INSTRUCTIONS FOR THE TASK. Print the listing below verbatim, passing over each picture.

SUPPLIED DATA.
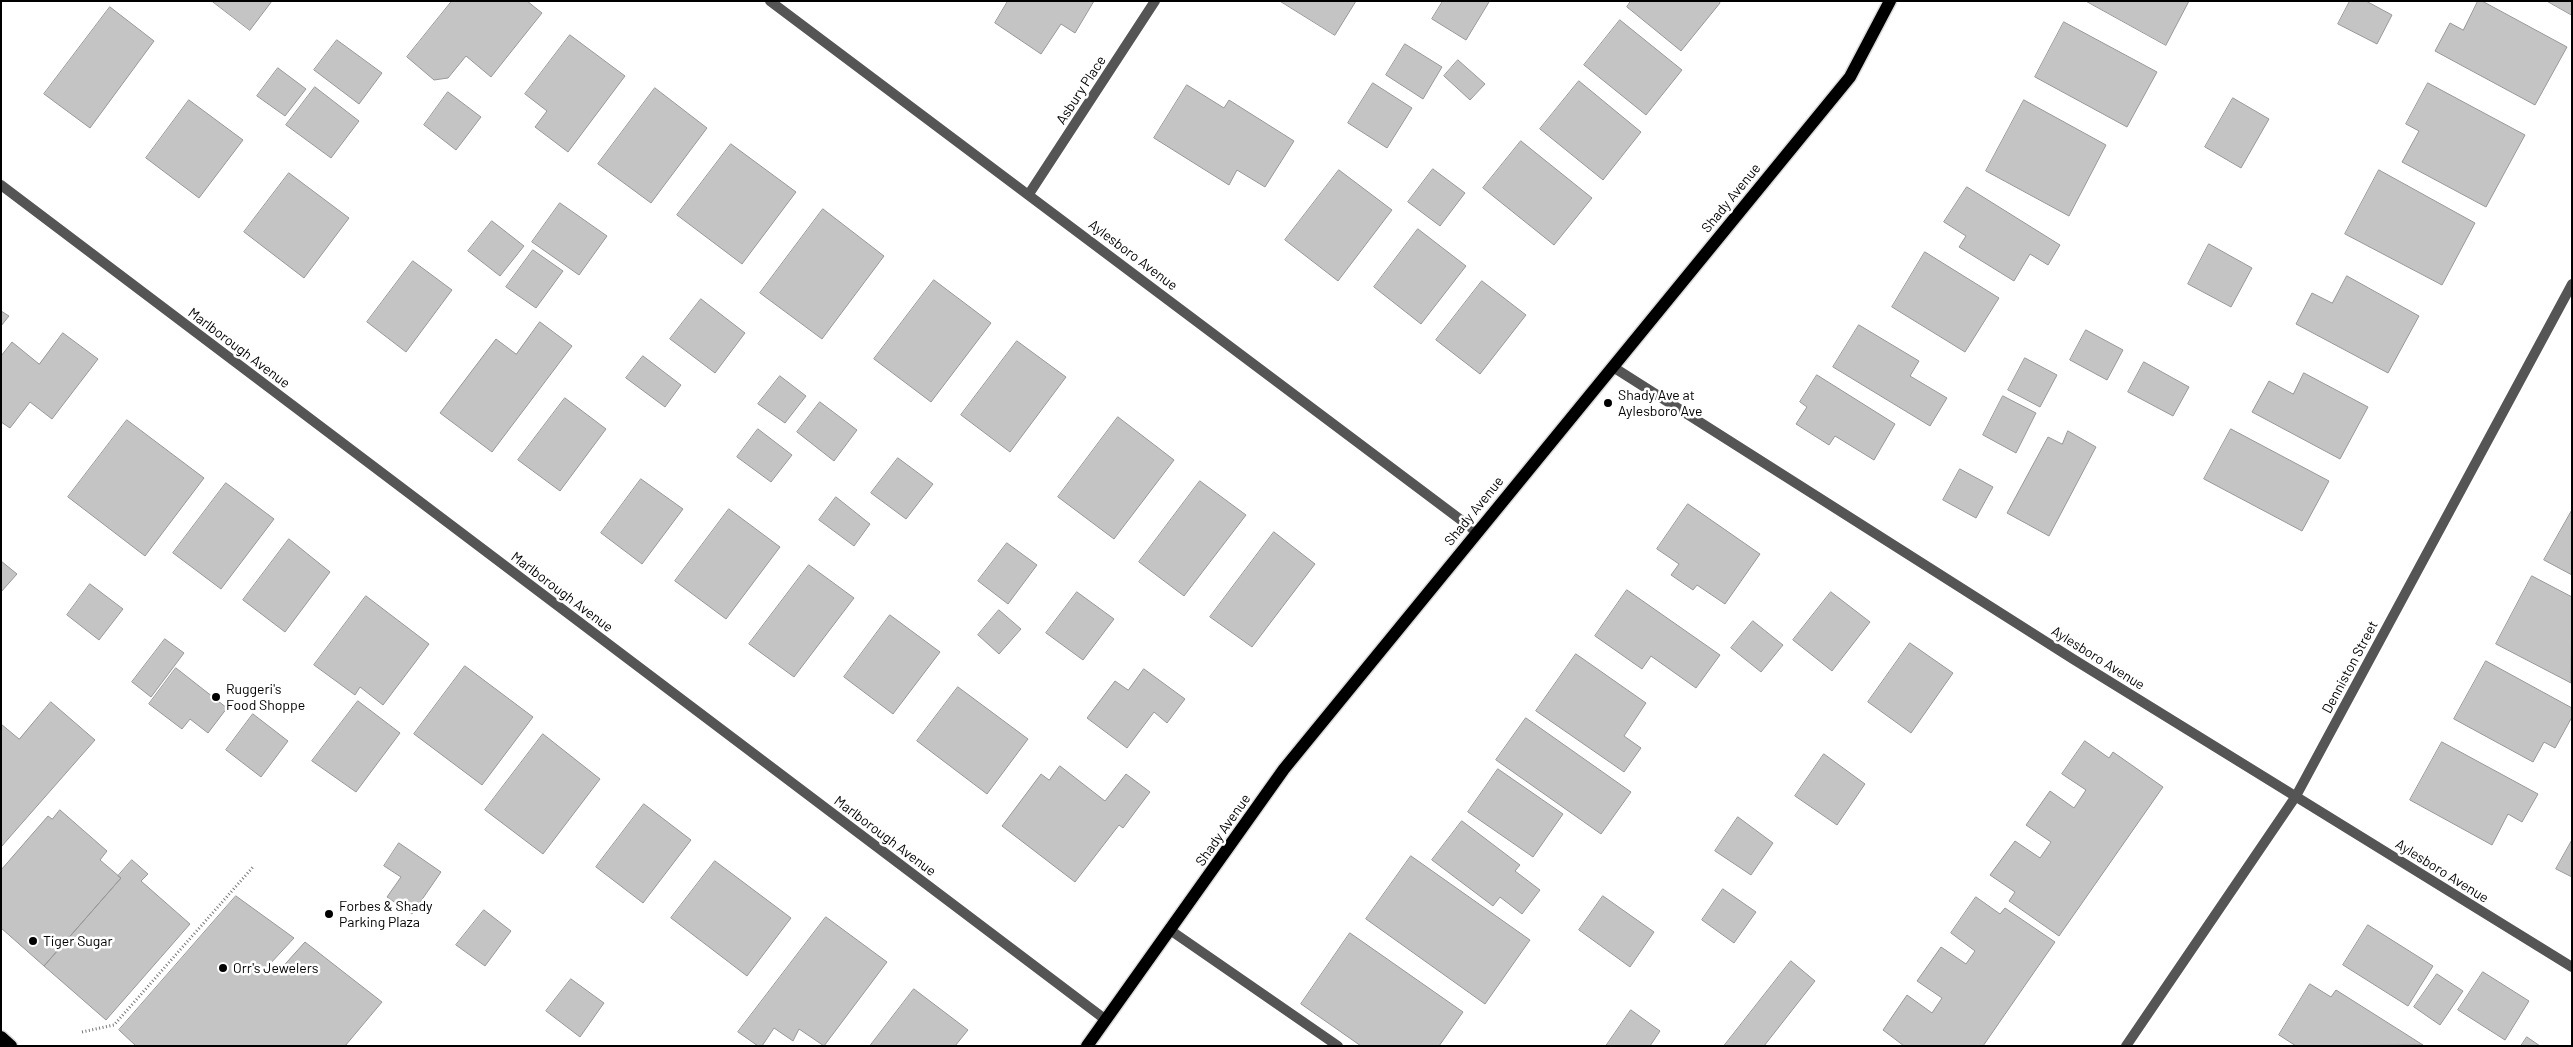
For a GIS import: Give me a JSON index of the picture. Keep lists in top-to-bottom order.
{
  "streets": {
    "main road": ["Shady Avenue"],
    "street": [
      "Asbury Place",
      "Aylesboro Avenue",
      "Marlborough Avenue",
      "Denniston Street"
    ]
  },
  "crossings": [
    ["Asbury Place", "Aylesboro Avenue"],
    ["Shady Avenue", "Aylesboro Avenue"],
    ["Shady Avenue", "Marlborough Avenue"],
    ["Aylesboro Avenue", "Denniston Street"]
  ],
  "places": [
    "Shady Ave at Aylesboro Ave",
    "Ruggeri's Food Shoppe",
    "Forbes & Shady Parking Plaza",
    "Tiger Sugar",
    "Orr's Jewelers"
  ]
}
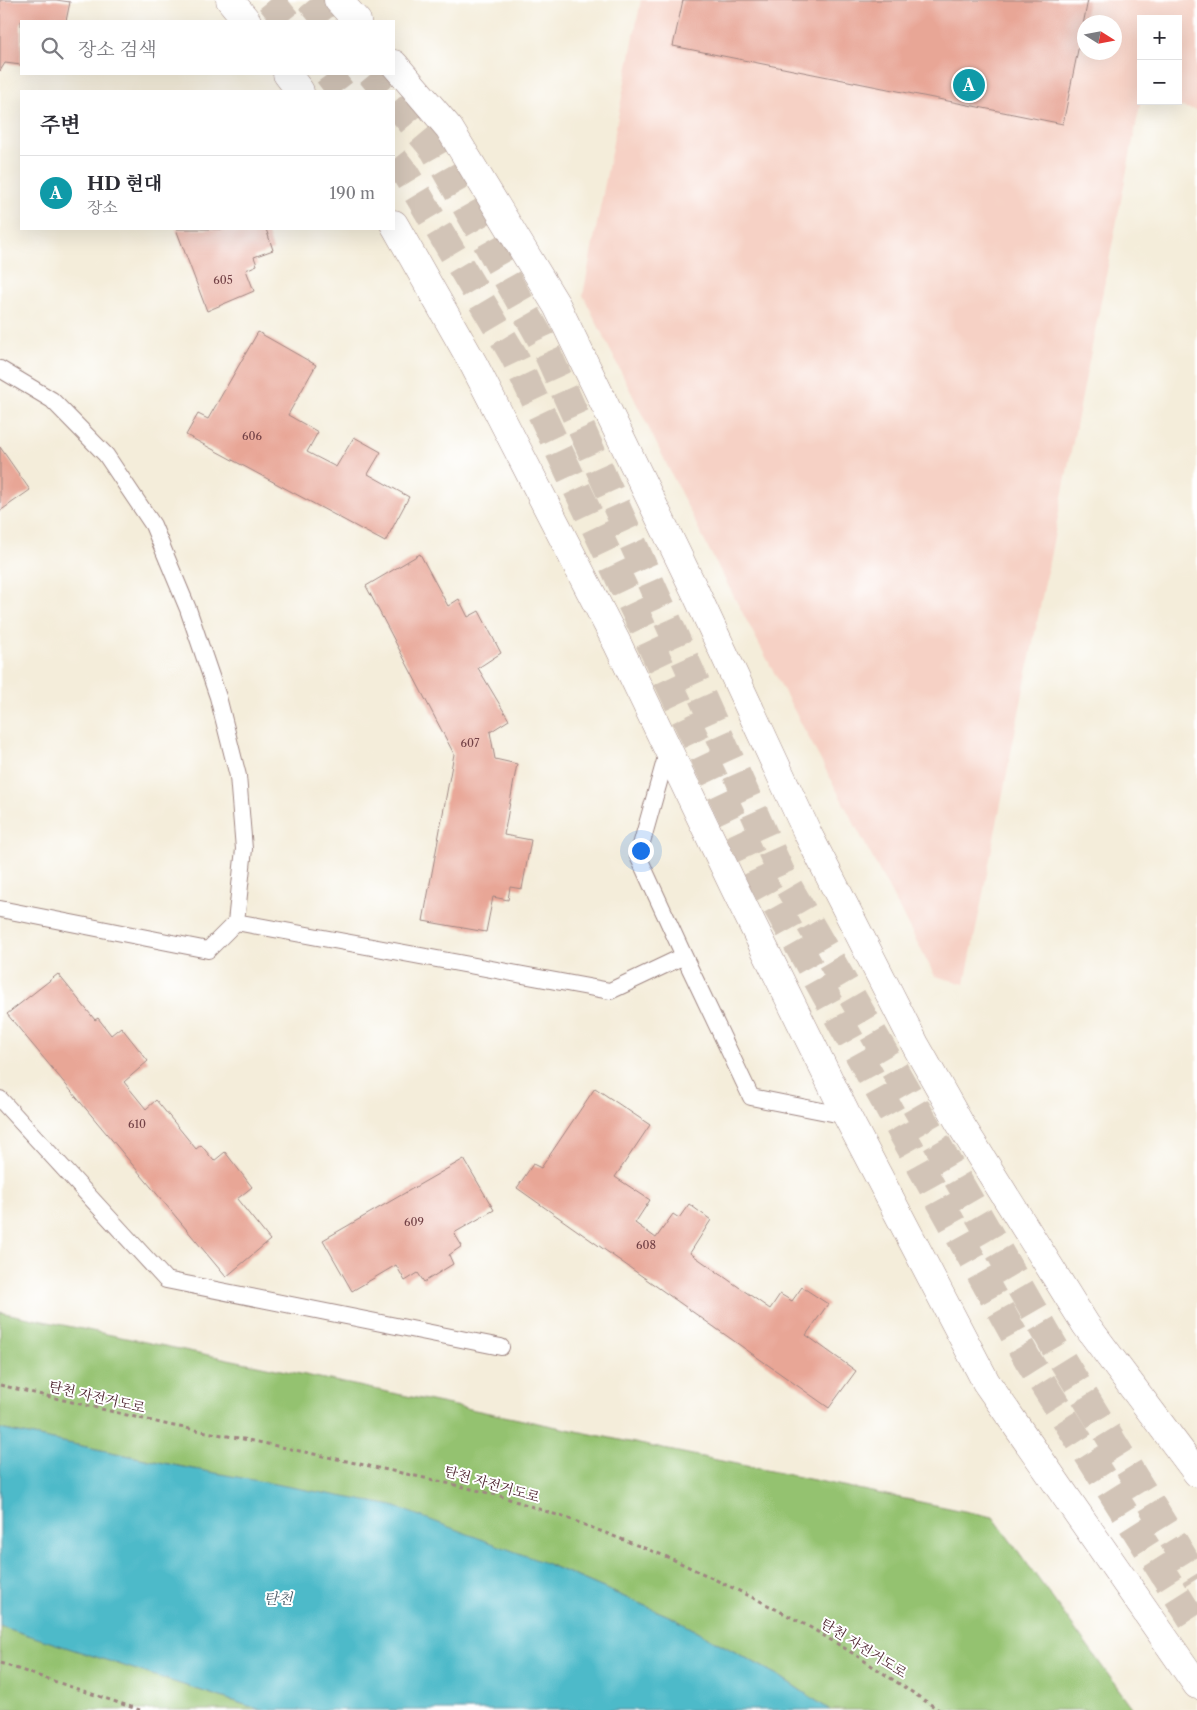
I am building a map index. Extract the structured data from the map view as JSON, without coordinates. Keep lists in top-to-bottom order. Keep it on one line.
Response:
{"streets":{"path":["탄천 자전거도로"]},"water":["탄천"],"house_numbers":["605","606","607","610","609","608"],"north":"right","page":{"map_buttons":["+","−"],"search":"장소 검색","pins":"A","heading":"주변","list":[{"mark":"A","name":"HD 현대","note":"장소","value":"190 m"}]}}
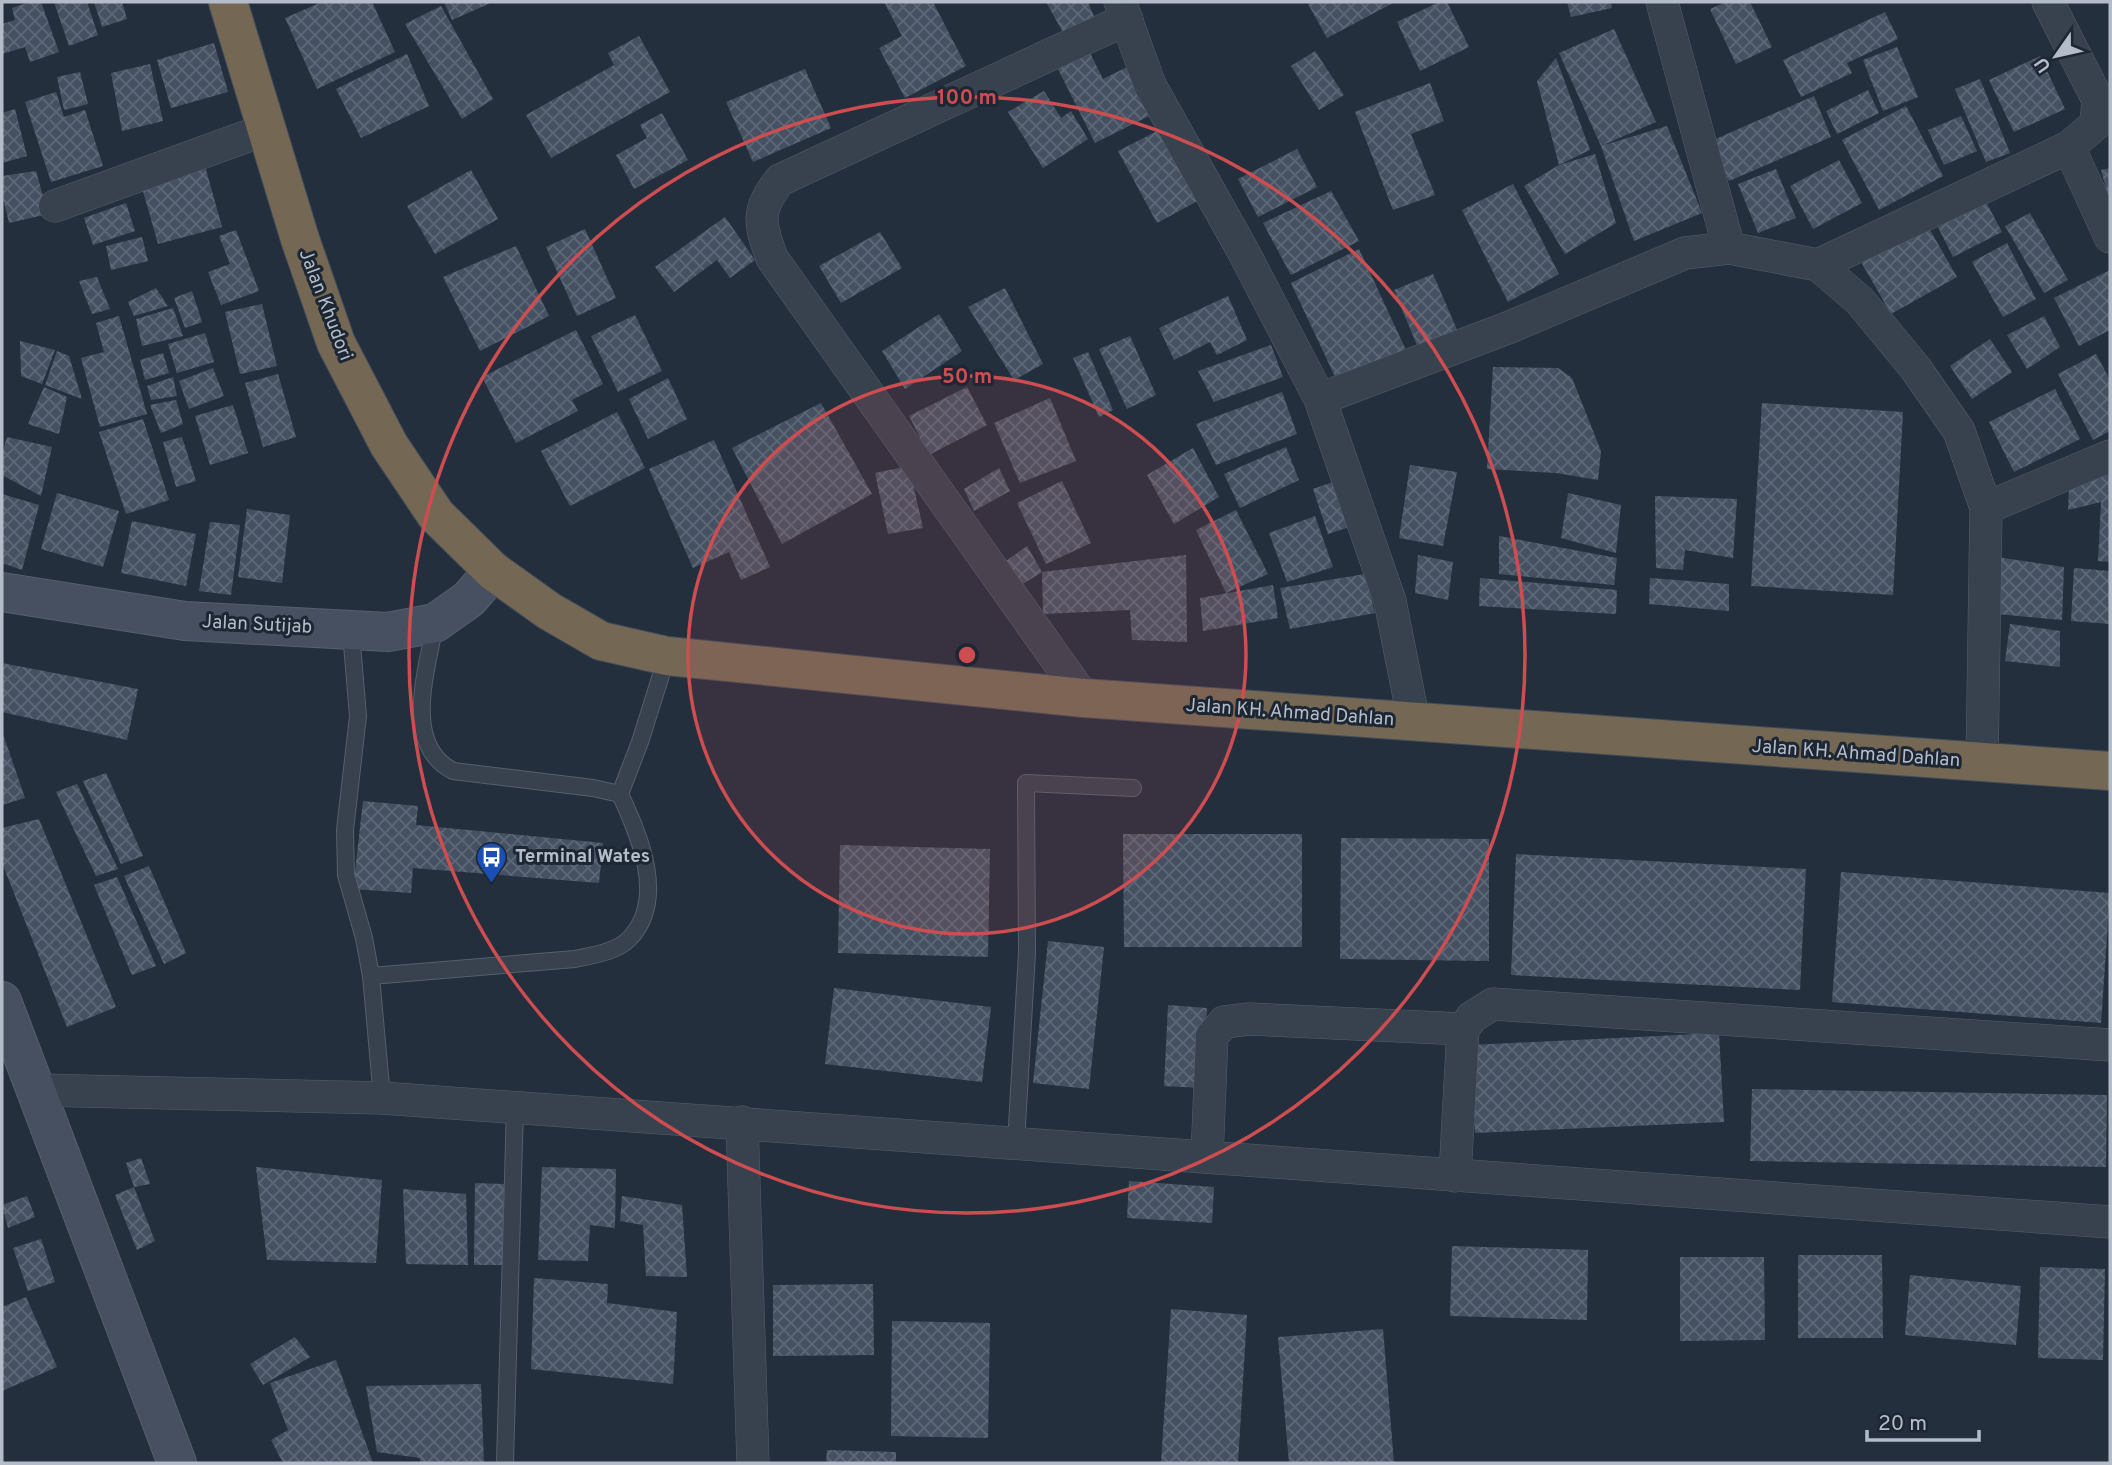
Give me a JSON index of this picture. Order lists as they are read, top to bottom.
{
  "streets": {
    "highway": ["Jalan Khudori", "Jalan KH. Ahmad Dahlan"],
    "main road": ["Jalan Sutijab"]
  },
  "crossings": [
    ["Jalan Khudori", "Jalan Sutijab"],
    ["Jalan Khudori", "Jalan KH. Ahmad Dahlan"],
    ["Jalan Sutijab", "Jalan KH. Ahmad Dahlan"]
  ],
  "places": {
    "bus stop": ["Terminal Wates"]
  },
  "scale_bar": "20 m",
  "north": "bottom left",
  "rings": ["100 m", "50 m"]
}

FINAL ANSWER.
For a GIS import: Give me a JSON index of the picture. Keep lists in top-to-bottom order.
{
  "streets": {
    "main road": ["Shady Avenue"],
    "street": [
      "Asbury Place",
      "Aylesboro Avenue",
      "Marlborough Avenue",
      "Denniston Street"
    ]
  },
  "crossings": [
    ["Asbury Place", "Aylesboro Avenue"],
    ["Shady Avenue", "Aylesboro Avenue"],
    ["Shady Avenue", "Marlborough Avenue"],
    ["Aylesboro Avenue", "Denniston Street"]
  ],
  "places": [
    "Shady Ave at Aylesboro Ave",
    "Ruggeri's Food Shoppe",
    "Forbes & Shady Parking Plaza",
    "Tiger Sugar",
    "Orr's Jewelers"
  ]
}
I am building a map index. Extract the structured data from the map view as JSON, without coordinates. Keep lists in top-to-bottom order. Keep it on one line.
Response:
{"streets":{"path":["탄천 자전거도로"]},"water":["탄천"],"house_numbers":["605","606","607","610","609","608"],"north":"right","page":{"map_buttons":["+","−"],"search":"장소 검색","pins":"A","heading":"주변","list":[{"mark":"A","name":"HD 현대","note":"장소","value":"190 m"}]}}
Give me a JSON index of this picture. Order lists as they are read, top to bottom.
{
  "streets": {
    "highway": ["Jalan Khudori", "Jalan KH. Ahmad Dahlan"],
    "main road": ["Jalan Sutijab"]
  },
  "crossings": [
    ["Jalan Khudori", "Jalan Sutijab"],
    ["Jalan Khudori", "Jalan KH. Ahmad Dahlan"],
    ["Jalan Sutijab", "Jalan KH. Ahmad Dahlan"]
  ],
  "places": {
    "bus stop": ["Terminal Wates"]
  },
  "scale_bar": "20 m",
  "north": "bottom left",
  "rings": ["100 m", "50 m"]
}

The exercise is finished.